Au cours de la grossesse, des interventions régulières menées par un professionnel avec qui la maman peut établir un lien de confiance sont importantes. Les rencontres permettent à la future mère d’exprimer ses craintes, ses angoisses et ses émotions vis-à-vis de la grossesse. Il est important qu’elle reçoive une écoute bienveillante et sans jugement pour lui permettre de s’exprimer librement. Ces rencontres devraient permettre non seulement d’apporter de l’information sur le déroulement de la grossesse et de l’accouchement mais également de préparer les futurs parents aux implications émotionnelles et relationnelles qu’implique l’accueil de l’enfant dans la famille. Les interventions psychosociales menées par des professionnels ayant reçu une formation ciblée devraient inclurent des visites de soutien à domicile et être accompagnées d’un suivi post-partum précoce par la sage-femme, l’obstétricien ou le médecin de famille. Les interventions seront idéalement données par des personnes avec lesquelles la mère a pût développer un lien de confiance.

Un soutien personnalisé au moment de la naissance de l’enfant, par une sage-femme, une accompagnante à la naissance appelée également Doula, une infirmière ou une personne proche de la mère peut s’avérer très bénéfique. Pour trouver une sage-femme consultez l’Ordre des sages-femmes du Québec : www.osfq.org . Pour trouver une accompagnante à la naissance, consultez l’Association des Accompagnantes à la naissance : http://aqanqad.wordpress.com ou encore le Réseau des accompagnantes à la naissance : www.naissance.ca .

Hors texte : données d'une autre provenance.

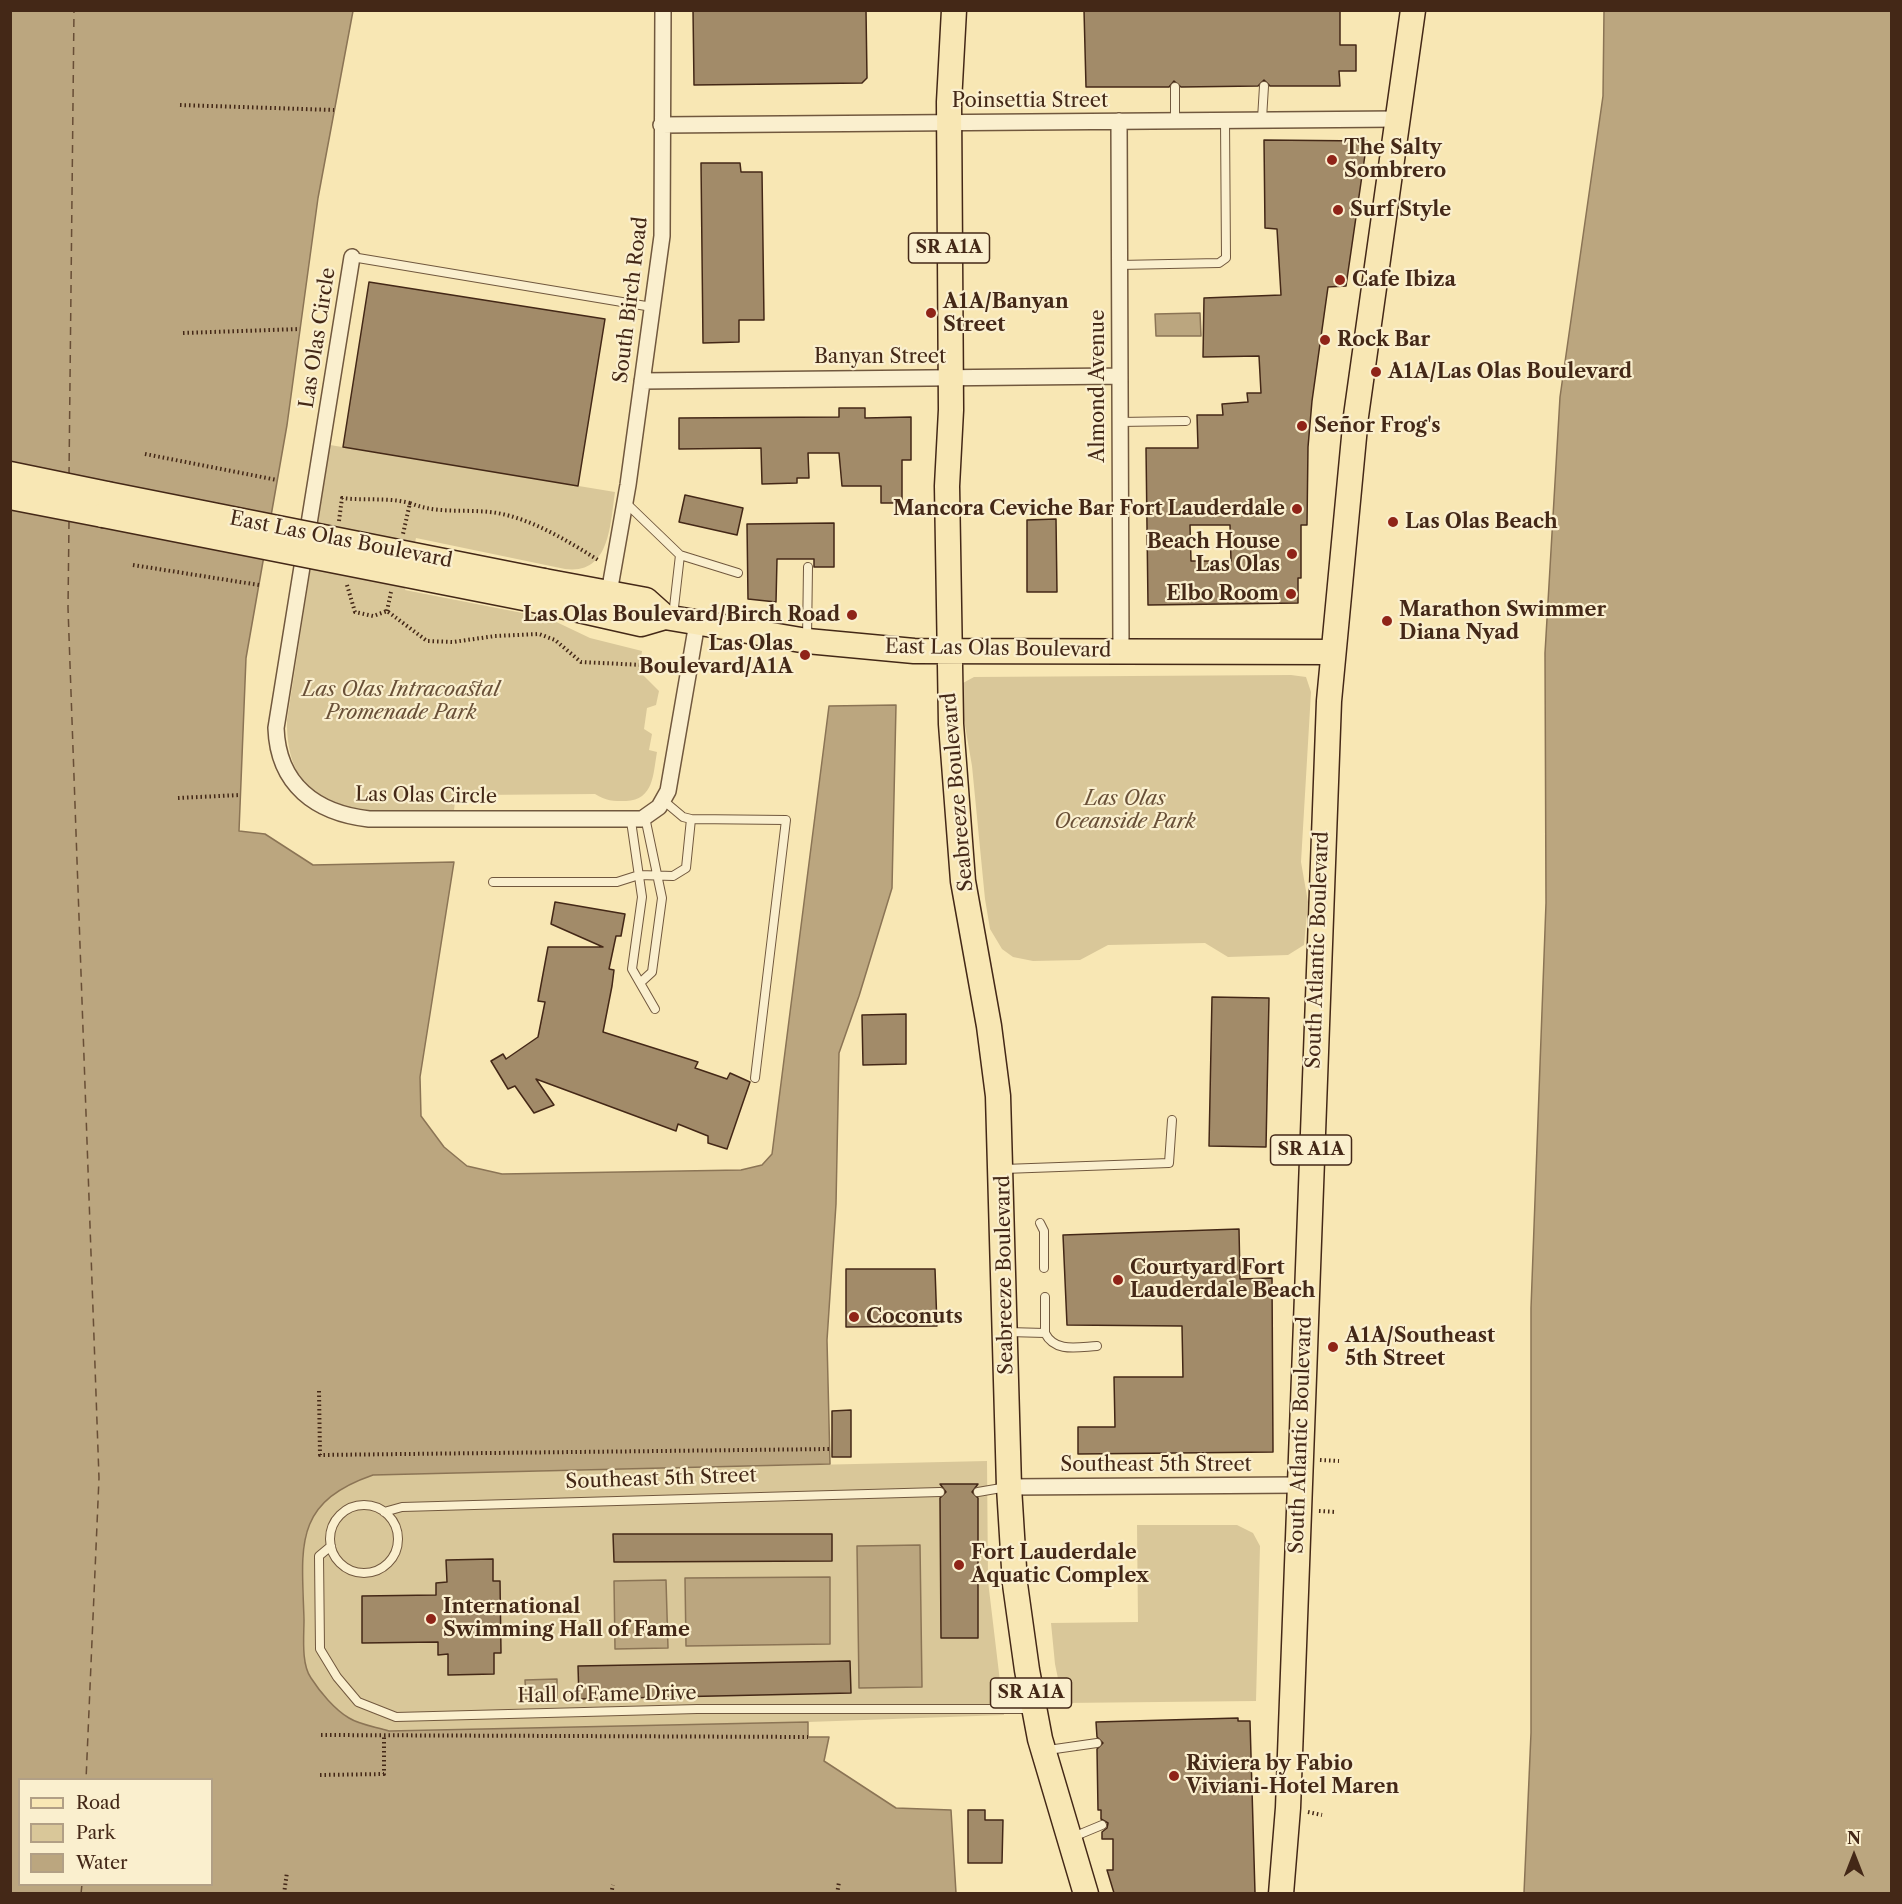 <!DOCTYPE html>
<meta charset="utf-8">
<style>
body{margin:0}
#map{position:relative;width:1902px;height:1904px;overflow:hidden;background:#f8e7b4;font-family:"Libre Caslon Text",serif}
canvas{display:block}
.frame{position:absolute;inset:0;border:12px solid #442817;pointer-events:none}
.legend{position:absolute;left:18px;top:1778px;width:195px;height:108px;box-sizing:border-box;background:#faefce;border:2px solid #b19f85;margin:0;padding:8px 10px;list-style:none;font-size:18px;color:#442817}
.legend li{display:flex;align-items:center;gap:12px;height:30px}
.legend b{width:30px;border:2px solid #b19f85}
.north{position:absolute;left:1824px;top:1826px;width:60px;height:60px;-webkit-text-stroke:4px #faefce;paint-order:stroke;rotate:0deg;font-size:16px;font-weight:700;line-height:24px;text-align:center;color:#442817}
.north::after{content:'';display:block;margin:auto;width:21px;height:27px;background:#442817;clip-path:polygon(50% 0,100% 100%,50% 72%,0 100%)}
</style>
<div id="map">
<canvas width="1902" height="1904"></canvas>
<div class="frame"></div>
<ul class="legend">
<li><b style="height:8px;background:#f8e7b4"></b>Road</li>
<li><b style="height:16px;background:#d9c799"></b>Park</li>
<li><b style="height:16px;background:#bba67f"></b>Water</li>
</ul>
<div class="north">N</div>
</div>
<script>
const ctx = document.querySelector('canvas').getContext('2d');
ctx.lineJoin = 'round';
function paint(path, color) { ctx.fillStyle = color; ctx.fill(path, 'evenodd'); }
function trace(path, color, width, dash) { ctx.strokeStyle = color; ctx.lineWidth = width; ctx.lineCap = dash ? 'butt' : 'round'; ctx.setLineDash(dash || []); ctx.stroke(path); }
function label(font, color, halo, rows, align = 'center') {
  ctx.font = font + ' "Libre Caslon Text",serif'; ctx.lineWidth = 4.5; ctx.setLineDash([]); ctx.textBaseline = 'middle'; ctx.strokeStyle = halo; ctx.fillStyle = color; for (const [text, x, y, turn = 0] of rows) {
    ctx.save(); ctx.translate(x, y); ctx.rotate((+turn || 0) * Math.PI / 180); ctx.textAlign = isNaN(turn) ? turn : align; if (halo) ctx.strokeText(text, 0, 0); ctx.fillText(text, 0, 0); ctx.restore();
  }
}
paint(new Path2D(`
 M330 445 615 492C610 525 610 575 565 569L416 538 405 590 548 618 590 638 642 651 639 671 659 691 656 705 647 708 644 729 652 734 649 750 657 752C653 774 654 800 626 801 613 801 606 801 595 794L477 795 467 802H455L454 810C379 811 285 826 287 720Z
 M1291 675 1306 677 1311 692 1301 862 1308 902 1304 945 1288 955 1228 957 1205 943 1108 945 1080 960 1033 961 1013 957 1002 949 990 929 985 899 972 766 963 714V683L974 677Z
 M987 1461 988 1581 1004 1715 808 1722 389 1731C377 1727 360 1725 349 1718 335 1710 320 1692 311 1679 301 1664 304 1636 304 1620 302 1547 292 1503 373 1475Z
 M1137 1525H1237L1253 1533 1260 1546 1256 1701 1063 1703 1055 1664 1051 1623 1138 1622Z`), '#d9c799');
const water = new Path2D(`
 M11 11H353L318 198 287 425 246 658 239 831 265 834 313 865 454 862 420 1077 421 1116 444 1147 467 1166 502 1174 741 1170 762 1165 772 1154 829 706 896 705 892 888 859 996 839 1053 836 1204 827 1340 830 1464 373 1475C292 1503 302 1547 304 1620 304 1636 301 1664 311 1678 320 1692 335 1710 349 1718 360 1725 377 1727 389 1731L808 1722V1737H829L824 1761 896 1808 951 1810 956 1893 11 1894ZM20 1780H212V1884H20Z
 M1604 11H1891V1893H1524L1531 1733V1308L1546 903 1545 653 1560 397 1603 96Z
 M1200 313 1201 336H1156L1155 314Z
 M920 1545 922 1687 859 1688 857 1546Z
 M830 1577V1644L686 1646 685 1578Z
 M666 1580 668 1648 615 1649 614 1581Z
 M557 1679V1698L526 1699 525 1680Z`);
paint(water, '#bba67f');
trace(water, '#8b7455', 1.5);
trace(new Path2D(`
 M69 475 74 10
 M69 521 68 608 99 1478 86 1780
 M81 1894 82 1884`), '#684e36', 1.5, [8, 6]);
const building = new Path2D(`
 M693 10H866L867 78 862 83 694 85Z
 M1084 10H1340V45H1356V71H1339L1340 86H1270L1264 80 1258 86 1181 87 1174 81 1169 87H1086Z
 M1264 140 1367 141 1346 286 1328 287 1312 401 1308 447 1307 525H1301V578H1298V603L1148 605 1146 448H1198L1197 415H1223L1222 404 1248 402 1247 393H1261L1259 356 1203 357 1204 298 1281 295 1277 229 1265 228ZM1190 525H1230L1231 561H1191Z
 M701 163H740L741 172H762L764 320H739V342L703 343Z
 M369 282 605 319 578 486 343 447Z
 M839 408H865V418L911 417V460H902V503H881V486H842L839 453H808L809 478H797V483L762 484 761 448 679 449V418L839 417Z
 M685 495 743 508 737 535 679 522Z
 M1056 519 1057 592H1027V520Z
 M834 523V567H814V559H777L776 602 748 599 747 524Z
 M555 902 625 914 621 936H616L609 969 614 970 612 986 603 1032 698 1062 695 1068 727 1079 730 1073 750 1082 727 1149 708 1143V1136L678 1124 676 1131 536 1079 554 1105 534 1113 515 1086 508 1089 491 1061 503 1054 506 1059 538 1037 545 1002 538 1001 548 947H603L551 924Z
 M1212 997 1269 998 1266 1147 1209 1146Z
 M906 1014V1064L863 1065 862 1015Z
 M1239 1229 1240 1279 1272 1278 1273 1452 1078 1454V1427H1115L1114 1377H1183L1182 1326 1067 1325 1063 1235Z
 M846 1269H935L937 1326 846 1327Z
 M851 1410V1457H832V1411Z
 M940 1484H978L972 1492 978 1498V1638H941L940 1498 946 1492Z
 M613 1534H832V1561L614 1562Z
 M493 1559V1581H500L501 1653H494V1674L448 1675V1654L438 1655V1642L362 1643V1596L436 1595V1583L447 1582 446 1560Z
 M850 1661 851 1693 579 1699 578 1666Z
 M1238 1718V1721H1250L1255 1893H1114L1107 1870H1113V1839H1102V1832L1107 1828 1108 1823 1101 1819V1810H1098L1097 1749 1103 1743 1097 1737 1096 1722Z
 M968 1810H985V1820H1003L1002 1863H968Z`);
paint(building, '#a28b69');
trace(building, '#442817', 1.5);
const service = new Path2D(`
 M1175 87V120
 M1262 119 1264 86
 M352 257 652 307
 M1119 265 1219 263 1226 258 1225 120
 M1119 422 1186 421
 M626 503 680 555 738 573
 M673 616 680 555
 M807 639 808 567
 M664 801 683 817 691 819
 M631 821 642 897 632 969 640 983 652 972 662 898 645 817
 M493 882H617L639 875 673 876 686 868 691 819 786 820 755 1078
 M640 983 655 1009
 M1004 1169 1169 1163 1172 1120
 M1040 1223 1044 1231V1268
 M1008 1332 1045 1333V1297
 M1045 1333C1055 1353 1078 1347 1097 1346
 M978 1492 1007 1487
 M330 1539a34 34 0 1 1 68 0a34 34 0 1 1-68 0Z
 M384 1512 402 1507 940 1492
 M331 1546 319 1556 320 1649 337 1677 358 1702 396 1717 697 1709H1030
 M1048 1750 1097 1743
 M1073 1837 1102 1825`);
const minor = new Path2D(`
 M1119 121 1121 651
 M661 125 1398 119
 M352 257 276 728C278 785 316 813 369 819H642L659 807 668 791 697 623
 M642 381 1119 376
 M609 593 628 485 662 236 663 10
 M1009 1487 1299 1485`);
const primary = new Path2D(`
 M954 10 949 102 951 410 947 486 951 724 963 881 989 1026 998 1096 1009 1487 1015 1584 1027 1670 1040 1739 1086 1894
 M10 474 107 494
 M10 497 103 515
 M544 581 646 600 665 617
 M539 601 641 624 665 617 807 641 914 651 1333 652
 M1281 1894 1288 1808 1329 701 1356 416 1413 10`);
trace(service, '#71583e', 10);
trace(minor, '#71583e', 18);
trace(primary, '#442817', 27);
trace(new Path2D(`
 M180 105 334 110
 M183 333 300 329
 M145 454 277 480
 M410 503C439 515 467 508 497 513 532 519 568 541 598 560
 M339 521 342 498C365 501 386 497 410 503L403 534
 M133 565 259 585
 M347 585 355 612 373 616 387 611 427 641 453 642 495 636 539 634 555 640 581 662 643 665
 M387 611 391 592
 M178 798 240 795
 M1334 1148 1349 1149
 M319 1391 320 1455 830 1449
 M1320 1460 1339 1461
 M1319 1511 1336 1512
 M321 1735 808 1737
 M320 1775 384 1774V1735
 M1308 1812 1322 1815
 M284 1894 287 1872
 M611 1894 613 1885
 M837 1894 839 1882`), '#442817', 4, [1.5, 3]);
trace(service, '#faefce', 8);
trace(minor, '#faefce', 15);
trace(primary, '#f8e7b4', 24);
const primaryBridge = new Path2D(`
 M107 494 544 581
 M103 515 539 601`);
trace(primaryBridge, '#442817', 27, []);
trace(primaryBridge, '#f8e7b4', 24);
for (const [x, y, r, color] of [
 [1332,160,6,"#8f2418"],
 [1338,210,6,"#8f2418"],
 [1340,280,6,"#8f2418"],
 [931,313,6,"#8f2418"],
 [1325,340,6,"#8f2418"],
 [1376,372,6,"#8f2418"],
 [1302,426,6,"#8f2418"],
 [1297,509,6,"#8f2418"],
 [1393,522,6,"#8f2418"],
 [1292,554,6,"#8f2418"],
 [1291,594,6,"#8f2418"],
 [852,615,6,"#8f2418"],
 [1387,621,6,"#8f2418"],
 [805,655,6,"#8f2418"],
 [1118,1280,6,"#8f2418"],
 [854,1317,6,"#8f2418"],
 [1333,1347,6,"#8f2418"],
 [959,1565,6,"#8f2418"],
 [431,1619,6,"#8f2418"],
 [1174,1776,6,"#8f2418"]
]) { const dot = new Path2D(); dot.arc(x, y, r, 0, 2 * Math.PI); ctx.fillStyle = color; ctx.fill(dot); trace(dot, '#faefce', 2); }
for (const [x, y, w] of [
 [949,248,81],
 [1311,1150,81],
 [1031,1693,81]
]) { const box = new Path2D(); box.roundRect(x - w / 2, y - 15, w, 30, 4.5); ctx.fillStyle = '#faefce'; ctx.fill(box); trace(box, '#442817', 1.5); }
label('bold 18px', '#442817', null, [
 ["SR A1A",949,248],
 ["SR A1A",1311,1150],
 ["SR A1A",1031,1693]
]);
label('20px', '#442817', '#faefce', [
 ["Poinsettia Street",1030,101],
 ["South Birch Road",631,300,-83],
 ["Las Olas Circle",318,338,-81],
 ["Banyan Street",880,357],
 ["Almond Avenue",1098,386,-90],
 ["East Las Olas Boulevard",341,540,11],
 ["East Las Olas Boulevard",998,649,1],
 ["Seabreeze Boulevard",958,792,-95],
 ["Las Olas Circle",426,796,1],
 ["South Atlantic Boulevard",1318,950,-88],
 ["Seabreeze Boulevard",1005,1275,-91],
 ["South Atlantic Boulevard",1301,1435,-88],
 ["Southeast 5th Street",1156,1465],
 ["Southeast 5th Street",661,1479,-2],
 ["Hall of Fame Drive",607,1695,-1]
]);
label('bold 20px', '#442817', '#faefce', [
 ["The Salty",1344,148],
 ["Sombrero",1344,171],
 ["Surf Style",1350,210],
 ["Cafe Ibiza",1352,280],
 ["A1A/Banyan",943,302],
 ["Street",943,325],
 ["Rock Bar",1337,340],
 ["A1A/Las Olas Boulevard",1388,372],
 ["Señor Frog's",1314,426],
 ["Mancora Ceviche Bar Fort Lauderdale",1285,509,"right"],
 ["Las Olas Beach",1405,522],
 ["Beach House",1280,542,"right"],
 ["Las Olas",1280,565,"right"],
 ["Elbo Room",1279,594,"right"],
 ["Marathon Swimmer",1399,610],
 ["Diana Nyad",1399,633],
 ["Las Olas Boulevard/Birch Road",840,615,"right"],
 ["Las Olas",793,644,"right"],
 ["Boulevard/A1A",793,667,"right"],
 ["Courtyard Fort",1130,1268],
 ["Lauderdale Beach",1130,1291],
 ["Coconuts",866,1317],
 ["A1A/Southeast",1345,1336],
 ["5th Street",1345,1359],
 ["Fort Lauderdale",971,1553],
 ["Aquatic Complex",971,1576],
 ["International",443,1607],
 ["Swimming Hall of Fame",443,1630],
 ["Riviera by Fabio",1186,1764],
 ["Viviani-Hotel Maren",1186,1787]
], 'left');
label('italic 20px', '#695038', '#faefce', [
 ["Las Olas Intracoastal",401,690],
 ["Promenade Park",401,713],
 ["Las Olas",1125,799],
 ["Oceanside Park",1125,822]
]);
</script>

Des rencontres post-natales individualisées, basées sur les besoins particuliers de la mère et du conjoint apportent un sentiment de satisfaction plus important. Il est souhaitable d’organiser une rencontre en postnatale pour parler de l’accouchement, de revenir sur ce qui a été difficile, sur les émotions ressenties et les frustrations car cela peut représenter le point de départ de la dépression. La mère a souvent besoin de verbaliser sur son accouchement auprès d’une personne en qui elle a confiance et qui ne la jugera pas.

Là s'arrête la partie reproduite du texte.